In the rest of the country, militancy and the military are the sensitive stories. In 2005 Hayatullah Khan, a reporter in the tribal belt, disappeared after he photographed a fragment of a U.S. missile fired from an unmanned drone. Six months later, he was found dead; relatives blamed the ISI.
In 2008, a local reporter working for theGuardianon a story about extra-judicial detention was abducted and tortured by men he believed worked for the government. Most victims remain silent, fearful of repercussions. One exception is Umar Cheema, a correspondent for theNews, who was abducted from Islamabad last September. Bundled into a jeep and blindfolded, he was taken to a safehouse where he says he was stripped, beaten with a leather strap and threatened with rape. After seven hours, he was dumped on a road in rural Punjab.
Mr. Cheema, who recently won the Martha Gellhorn prize for journalism, has accused the ISI of responsibility for his ordeal. “I realised I had to speak up, because that's the only thing that protects me. Keeping silent will get me killed,” he said.
Expectations are low for the inquiry into Shahzad's death. The police are reluctant to pursue the case and, according to theExpress Tribune, phone records for the last 18 days of Shahzad's life have been mysteriously erased. “If it is true the ISI was involved, there will be no result,” says Benjamin Ismail of Reporters Without Borders.
Meanwhile, some “red lines” have shifted. In the wake of the bin Laden debacle and Shahzad's death, the ISI has faced unprecedented scrutiny. Former army officers question its tactics; last week, Opposition MP Ayaz Amir called for the spy agency's budget to be made public. “We must raise the curtain of silence now,” he told Parliament.
But will journalists be more secure?
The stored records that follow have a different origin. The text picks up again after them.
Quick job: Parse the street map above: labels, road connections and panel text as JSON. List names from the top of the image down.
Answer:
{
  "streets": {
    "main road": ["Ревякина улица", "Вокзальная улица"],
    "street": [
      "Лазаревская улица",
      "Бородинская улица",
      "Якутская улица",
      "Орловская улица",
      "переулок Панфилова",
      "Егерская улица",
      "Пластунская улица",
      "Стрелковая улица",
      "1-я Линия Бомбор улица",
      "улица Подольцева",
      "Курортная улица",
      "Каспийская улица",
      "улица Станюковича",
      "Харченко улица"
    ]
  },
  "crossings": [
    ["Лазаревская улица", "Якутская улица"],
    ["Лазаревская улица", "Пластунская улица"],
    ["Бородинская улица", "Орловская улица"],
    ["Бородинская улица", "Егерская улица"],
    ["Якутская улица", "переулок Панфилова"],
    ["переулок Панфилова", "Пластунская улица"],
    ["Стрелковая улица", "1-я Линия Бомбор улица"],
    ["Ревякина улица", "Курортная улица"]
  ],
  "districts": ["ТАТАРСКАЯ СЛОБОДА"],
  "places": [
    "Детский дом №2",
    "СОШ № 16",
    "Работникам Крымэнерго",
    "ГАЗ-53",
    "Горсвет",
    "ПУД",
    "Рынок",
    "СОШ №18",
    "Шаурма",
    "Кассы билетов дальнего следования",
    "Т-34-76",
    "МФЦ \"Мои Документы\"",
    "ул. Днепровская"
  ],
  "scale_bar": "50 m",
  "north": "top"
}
An Interior Ministry proposal to issue reporters with gun licences has been dismissed as a political stunt. More serious proposals involve setting up a 24-hour “hot-line,” manned by colleagues, for journalists in danger.
The most likely outcome, says Mr. Ismail, is self-censorship. “Journalists are afraid. Now, even the most famous reporters can be targeted if people don't like their writing. They realise they will have to stop writing if they want to survive.”— © Guardian Newspapers Limited, 2011
Sixteen journalists have died in Pakistan in the past 18 months but the killing of Saleem Shahzad, linked to the ISI spy agency, has sent fresh shockwaves.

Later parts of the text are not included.